* WORK ITEM *
All lines with the word "clip" must be pulled from the entries below.

######

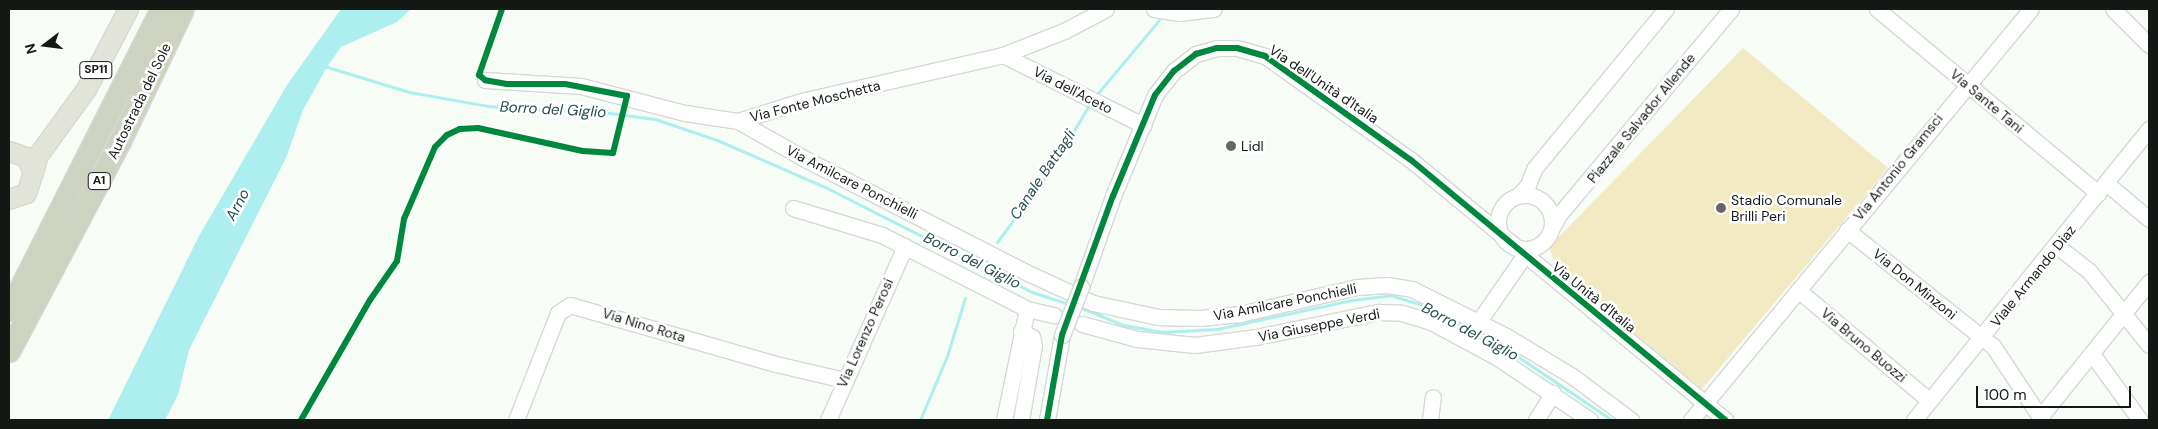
<!DOCTYPE html>
<html>
<head>
<meta charset="utf-8">
<style>
	body { margin:0 }
	#map { position:relative; width:2158px; height:429px; overflow:hidden; background:#f7fcf7; font-family:"DM Sans",sans-serif }
	div>[style] { position:absolute }
	.green>* { inset:0; background:#f1eac3 }
	.water>* { inset:0; background:#adefef }
	.stream>* { height:3px; margin:-1.5px; padding:0 1.5px; transform-origin:1.5px; border-radius:1.5px; background:#adefef }
	.roads { filter:drop-shadow(1px 0 #d4d9d4) drop-shadow(-1px 0 #d4d9d4) drop-shadow(0 1px #d4d9d4) drop-shadow(0 -1px #d4d9d4) }
	.minor>* { height:15px; margin:-7.5px; padding:0 7.5px; transform-origin:7.5px; border-radius:7.5px; background:#fefffe }
	.minor>.ring { margin:-7.5px; padding:0; box-sizing:content-box; background:none; border:15px solid #fefffe; border-radius:50% }
	.major>* { height:19px; margin:-9.5px; padding:0 9.5px; transform-origin:9.5px; border-radius:9.5px; background:#e2e4d9 }
	.highway>* { height:21px; margin:-10.5px; padding:0 10.5px; transform-origin:10.5px; border-radius:10.5px; background:#ced2c1 }
	.bridges { filter:drop-shadow(1px 0 #d4d9d4) drop-shadow(-1px 0 #d4d9d4) drop-shadow(0 1px #d4d9d4) drop-shadow(0 -1px #d4d9d4) }
	.minor-bridge>* { height:15px; margin:-7.5px; padding:0 7.5px; transform-origin:7.5px; border-radius:7.5px; background:#fefffe }
	.cycleway>* { height:6px; margin:-3px; padding:0 3px; transform-origin:3px; border-radius:3px; background:#00873e }
	.dots>* { width:14px; height:14px; translate:-50% -50%; box-sizing:border-box; border:2px solid #fff; border-radius:50% }
	span { translate:-50% -50%; white-space:nowrap; text-align:center; line-height:1.15; -webkit-text-stroke:5px #fff; paint-order:stroke }
	.shield-label span { padding:1px 4px; background:#fff; border:1px solid; border-radius:4px; -webkit-text-stroke-width:0 }
	.shield-label { font-size:12px; color:#151916; font-weight:700 }
	.street-label { font-size:14px; color:#151916 }
	.poi-label { font-size:14px; color:#151916 }
	.left { translate:0 -50%; text-align:left }
	.water-label { font-size:15px; color:#234e4f; font-style:italic }
	.frame { position:absolute; inset:0; border:10px solid #151916; pointer-events:none }
	.north { position:absolute; left:20px; top:20px; width:50px; height:50px; -webkit-text-stroke:4px #fff; paint-order:stroke; rotate:255deg; font-size:14px; font-weight:700; line-height:20px; text-align:center; color:#151916 }
	.north::after { content:''; display:block; margin:auto; width:18px; height:22px; background:#151916; clip-path:polygon(50% 0,100% 100%,50% 72%,0 100%) }
	.scale { position:absolute; left:1976px; top:386px; width:155px; height:22px; box-sizing:border-box; border:2px solid #151916; border-top:0; padding-left:6px; font-size:15px; line-height:18px; white-space:nowrap; color:#151916; -webkit-text-stroke:4px #fff; paint-order:stroke }
</style>
</head>
<body>
<div id="map">
	<div class="green">
		<i style="clip-path:polygon(1743px 48px,1888px 168px,1702px 389px,1557px 269px,1549px 247px)"></i>
	</div>
	<div class="water">
		<i style="clip-path:polygon(341px 9px,411px 9px,397px 22px,341px 47px,327px 67px,303px 110px,286px 158px,189px 350px,178px 395px,165px 420px,108px 420px,199px 236px,287px 85px)"></i>
	</div>
	<div class="stream">
		<i style="left:324px;top:66px;width:89px;rotate:17deg"></i>
		<i style="left:409px;top:92px;width:80px;rotate:10deg"></i>
		<i style="left:488px;top:106px;width:122px;rotate:3.3deg"></i>
		<i style="left:610px;top:113px;width:45px;rotate:7.6deg"></i>
		<i style="left:655px;top:119px;width:65px;rotate:18.7deg"></i>
		<i style="left:717px;top:140px;width:118px;rotate:23.5deg"></i>
		<i style="left:825px;top:187px;width:232px;rotate:26.9deg"></i>
		<i style="left:1032px;top:292px;width:39px;rotate:18deg"></i>
		<i style="left:1098px;top:93px;width:95px;rotate:-50.1deg"></i>
		<i style="left:997px;top:242px;width:84px;rotate:-53.3deg"></i>
		<i style="left:1047px;top:175px;width:79px;rotate:-58.9deg"></i>
		<i style="left:1077px;top:306px;width:50px;rotate:22.4deg"></i>
		<i style="left:1123px;top:325px;width:40px;rotate:10deg"></i>
		<i style="left:1162px;top:332px;width:55px;rotate:-3.1deg"></i>
		<i style="left:1217px;top:329px;width:138px;rotate:-12.1deg"></i>
		<i style="left:1352px;top:300px;width:38px;rotate:-7deg"></i>
		<i style="left:1390px;top:295px;width:37px;rotate:17deg"></i>
		<i style="left:1425px;top:306px;width:101px;rotate:28.3deg"></i>
		<i style="left:1514px;top:354px;width:118px;rotate:34deg"></i>
		<i style="left:920px;top:420px;width:69px;rotate:-67.1deg"></i>
		<i style="left:947px;top:356px;width:61px;rotate:-72.8deg"></i>
	</div>
	<div class="roads">
		<div class="minor">
			<i style="left:1154px;top:9px;width:26px;rotate:9deg"></i>
			<i style="left:1180px;top:13px;width:34px;rotate:-7deg"></i>
			<i style="left:1877px;top:9px;width:288px;rotate:39.8deg"></i>
			<i style="left:2113px;top:9px;width:51px;rotate:45deg"></i>
			<i style="left:1003px;top:55px;width:157px;rotate:26.6deg"></i>
			<i style="left:485px;top:80px;width:96px;rotate:3.6deg"></i>
			<i style="left:581px;top:86px;width:107px;rotate:14.6deg"></i>
			<i style="left:685px;top:113px;width:54px;rotate:8.6deg"></i>
			<i style="left:738px;top:121px;width:66px;rotate:-17.6deg"></i>
			<i style="left:801px;top:101px;width:207px;rotate:-12.8deg"></i>
			<i style="left:1003px;top:55px;width:66px;rotate:-21.5deg"></i>
			<i style="left:1064px;top:31px;width:47px;rotate:-27.6deg"></i>
			<i style="left:738px;top:121px;width:79px;rotate:29.5deg"></i>
			<i style="left:807px;top:160px;width:250px;rotate:27.1deg"></i>
			<i style="left:1030px;top:274px;width:69px;rotate:24.7deg"></i>
			<i style="left:1093px;top:303px;width:66px;rotate:12.2deg"></i>
			<i style="left:1158px;top:317px;width:42px;rotate:1.4deg"></i>
			<i style="left:1200px;top:318px;width:40px;rotate:-5.7deg"></i>
			<i style="left:1240px;top:314px;width:120px;rotate:-13deg"></i>
			<i style="left:1357px;top:287px;width:30px;rotate:-4deg"></i>
			<i style="left:1387px;top:285px;width:25px;rotate:9deg"></i>
			<i style="left:1412px;top:289px;width:105px;rotate:26.6deg"></i>
			<i style="left:1506px;top:336px;width:77px;rotate:31.2deg"></i>
			<i style="left:1572px;top:376px;width:74px;rotate:36.7deg"></i>
			<i style="left:2106px;top:183px;width:56px;rotate:39.9deg"></i>
			<i class="ring" style="left:1498px;top:195px;width:39px;height:39px"></i>
			<i style="left:1519px;top:195px;width:13px;rotate:-48deg"></i>
			<i style="left:1528px;top:185px;width:17px;rotate:-69deg"></i>
			<i style="left:1534px;top:169px;width:207px;rotate:-50.5deg"></i>
			<i style="left:793px;top:208px;width:93px;rotate:16.9deg"></i>
			<i style="left:882px;top:235px;width:163px;rotate:27deg"></i>
			<i style="left:1027px;top:309px;width:28px;rotate:13deg"></i>
			<i style="left:1553px;top:226px;width:11px;rotate:-63deg"></i>
			<i style="left:1558px;top:216px;width:270px;rotate:-50.1deg"></i>
			<i style="left:1847px;top:230px;width:186px;rotate:38.5deg"></i>
			<i style="left:1993px;top:346px;width:89px;rotate:56.5deg"></i>
			<i style="left:2057px;top:246px;width:41px;rotate:38deg"></i>
			<i style="left:2089px;top:271px;width:95px;rotate:51deg"></i>
			<i style="left:1081px;top:287px;width:96px;rotate:-70.6deg"></i>
			<i style="left:1113px;top:196px;width:109px;rotate:-67.4deg"></i>
			<i style="left:1155px;top:95px;width:31px;rotate:-52deg"></i>
			<i style="left:1174px;top:71px;width:28px;rotate:-38deg"></i>
			<i style="left:1196px;top:54px;width:22px;rotate:-16deg"></i>
			<i style="left:1217px;top:48px;width:20px"></i>
			<i style="left:1237px;top:48px;width:29px;rotate:16deg"></i>
			<i style="left:1265px;top:56px;width:179px;rotate:35.5deg"></i>
			<i style="left:1411px;top:160px;width:408px;rotate:39.6deg"></i>
			<i style="left:1798px;top:290px;width:172px;rotate:40.1deg"></i>
			<i style="left:1479px;top:321px;width:79px;rotate:-55.3deg"></i>
			<i style="left:1082px;top:324px;width:57px;rotate:15.3deg"></i>
			<i style="left:1137px;top:339px;width:58px;rotate:5.9deg"></i>
			<i style="left:1195px;top:345px;width:62px;rotate:-7.5deg"></i>
			<i style="left:1256px;top:337px;width:125px;rotate:-11.6deg"></i>
			<i style="left:1378px;top:312px;width:24px;rotate:2deg"></i>
			<i style="left:1402px;top:313px;width:30px;rotate:17deg"></i>
			<i style="left:1431px;top:322px;width:76px;rotate:28.2deg"></i>
			<i style="left:1498px;top:358px;width:111px;rotate:34deg"></i>
			<i style="left:1021px;top:331px;width:13px;rotate:29deg"></i>
			<i style="left:1032px;top:337px;width:8px;rotate:76deg"></i>
			<i style="left:1034px;top:345px;width:76px;rotate:99.8deg"></i>
			<i style="left:2092px;top:354px;width:82px;rotate:54deg"></i>
			<i style="left:2040px;top:417px;width:174px;rotate:-51.1deg"></i>
			<i style="left:516px;top:420px;width:115px;rotate:-68.6deg"></i>
			<i style="left:558px;top:313px;width:14px;rotate:-34deg"></i>
			<i style="left:570px;top:305px;width:214px;rotate:16deg"></i>
			<i style="left:776px;top:364px;width:70px;rotate:13.2deg"></i>
			<i style="left:828px;top:420px;width:190px;rotate:-66.1deg"></i>
			<i style="left:1004px;top:420px;width:113px;rotate:-78.3deg"></i>
			<i style="left:1047px;top:420px;width:86px;rotate:-80deg"></i>
			<i style="left:1430px;top:420px;width:23px;rotate:-83deg"></i>
			<i style="left:1536px;top:420px;width:32px;rotate:-58deg"></i>
			<i style="left:1691px;top:420px;width:533px;rotate:-50.4deg"></i>
			<i style="left:1914px;top:420px;width:374px;rotate:-51.1deg"></i>
		</div>
		<div class="major">
			<i style="left:9px;top:151px;width:18px;rotate:19deg"></i>
			<i style="left:26px;top:157px;width:17px;rotate:65deg"></i>
			<i style="left:33px;top:172px;width:22px;rotate:108deg"></i>
			<i style="left:26px;top:193px;width:18px;rotate:161deg"></i>
			<i style="left:33px;top:172px;width:18px;rotate:-74deg"></i>
			<i style="left:38px;top:155px;width:82px;rotate:-54deg"></i>
			<i style="left:86px;top:89px;width:90px;rotate:-62.3deg"></i>
		</div>
		<div class="highway">
			<i style="left:9px;top:310px;width:337px;rotate:-63.2deg"></i>
			<i style="left:9px;top:351px;width:238px;rotate:-62.1deg"></i>
			<i style="left:120px;top:141px;width:146px;rotate:-64.5deg"></i>
		</div>
	</div>
	<div class="bridges">
		<div class="minor-bridge">
			<i style="left:1062px;top:335px;width:52px;rotate:-68.4deg"></i>
		</div>
	</div>
	<div class="cycleway">
		<i style="left:301px;top:420px;width:138px;rotate:-60.1deg"></i>
		<i style="left:370px;top:300px;width:47px;rotate:-55.3deg"></i>
		<i style="left:397px;top:261px;width:43px;rotate:-80.5deg"></i>
		<i style="left:404px;top:219px;width:78px;rotate:-66.7deg"></i>
		<i style="left:435px;top:147px;width:17px;rotate:-45deg"></i>
		<i style="left:447px;top:135px;width:14px;rotate:-25deg"></i>
		<i style="left:460px;top:129px;width:18px;rotate:-3deg"></i>
		<i style="left:478px;top:128px;width:107px;rotate:12.4deg"></i>
		<i style="left:583px;top:151px;width:30px;rotate:4deg"></i>
		<i style="left:613px;top:153px;width:59px;rotate:-76.2deg"></i>
		<i style="left:627px;top:96px;width:63px;rotate:-169deg"></i>
		<i style="left:565px;top:84px;width:58px;rotate:180deg"></i>
		<i style="left:507px;top:84px;width:22px;rotate:-170deg"></i>
		<i style="left:485px;top:80px;width:8px;rotate:-140deg"></i>
		<i style="left:479px;top:75px;width:70px;rotate:-70.8deg"></i>
		<i style="left:1047px;top:420px;width:86px;rotate:-80deg"></i>
		<i style="left:1062px;top:335px;width:148px;rotate:-69.9deg"></i>
		<i style="left:1113px;top:196px;width:109px;rotate:-67.4deg"></i>
		<i style="left:1155px;top:95px;width:31px;rotate:-52deg"></i>
		<i style="left:1174px;top:71px;width:28px;rotate:-38deg"></i>
		<i style="left:1196px;top:54px;width:22px;rotate:-16deg"></i>
		<i style="left:1217px;top:48px;width:20px"></i>
		<i style="left:1237px;top:48px;width:29px;rotate:16deg"></i>
		<i style="left:1265px;top:56px;width:179px;rotate:35.5deg"></i>
		<i style="left:1411px;top:160px;width:408px;rotate:39.6deg"></i>
	</div>
	<div class="dots">
		<i style="left:1231px;top:146px;background:#646865"></i>
		<i style="left:1721px;top:208px;background:#646865"></i>
	</div>
	<div class="shield-label">
		<span style="left:96px;top:70px">SP11</span>
		<span style="left:99px;top:181px">A1</span>
	</div>
	<div class="street-label">
		<span style="left:1324px;top:84px;rotate:34deg">Via dell'Unità d'Italia</span>
		<span style="left:1073px;top:90px;rotate:27deg">Via dell'Aceto</span>
		<span style="left:139px;top:101px;rotate:-64deg">Autostrada del Sole</span>
		<span style="left:815px;top:101px;rotate:-14deg">Via Fonte Moschetta</span>
		<span style="left:1987px;top:101px;rotate:40deg">Via Sante Tani</span>
		<span style="left:1641px;top:118px;rotate:-51deg">Piazzale Salvador Allende</span>
		<span style="left:1898px;top:167px;rotate:-51deg">Via Antonio Gramsci</span>
		<span style="left:852px;top:182px;rotate:27deg">Via Amilcare Ponchielli</span>
		<span style="left:2033px;top:276px;rotate:-51deg">Viale Armando Diaz</span>
		<span style="left:1915px;top:284px;rotate:39deg">Via Don Minzoni</span>
		<span style="left:1594px;top:297px;rotate:39deg">Via Unità d'Italia</span>
		<span style="left:1285px;top:302px;rotate:-11deg">Via Amilcare Ponchielli</span>
		<span style="left:644px;top:325px;rotate:17deg">Via Nino Rota</span>
		<span style="left:1319px;top:325px;rotate:-11deg">Via Giuseppe Verdi</span>
		<span style="left:865px;top:333px;rotate:-66deg">Via Lorenzo Perosi</span>
		<span style="left:1864px;top:345px;rotate:40deg">Via Bruno Buozzi</span>
	</div>
	<div class="poi-label">
		<span class="left" style="left:1241px;top:146px">Lidl</span>
		<span class="left" style="left:1731px;top:208px">Stadio Comunale<br>Brilli Peri</span>
	</div>
	<div class="water-label">
		<span style="left:553px;top:110px;rotate:3deg">Borro del Giglio</span>
		<span style="left:1043px;top:175px;rotate:-56deg">Canale Battagli</span>
		<span style="left:238px;top:205px;rotate:-62deg">Arno</span>
		<span style="left:972px;top:261px;rotate:27deg">Borro del Giglio</span>
		<span style="left:1470px;top:332px;rotate:28deg">Borro del Giglio</span>
	</div>
	<div class="frame"></div>
	<div class="north">N</div>
	<div class="scale">100 m</div>
</div>
</body>
</html>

######

* ANSWER TO THIS EXERCISE *
	.north::after { content:''; display:block; margin:auto; width:18px; height:22px; background:#151916; clip-path:polygon(50% 0,100% 100%,50% 72%,0 100%) }
		<i style="clip-path:polygon(1743px 48px,1888px 168px,1702px 389px,1557px 269px,1549px 247px)"></i>
		<i style="clip-path:polygon(341px 9px,411px 9px,397px 22px,341px 47px,327px 67px,303px 110px,286px 158px,189px 350px,178px 395px,165px 420px,108px 420px,199px 236px,287px 85px)"></i>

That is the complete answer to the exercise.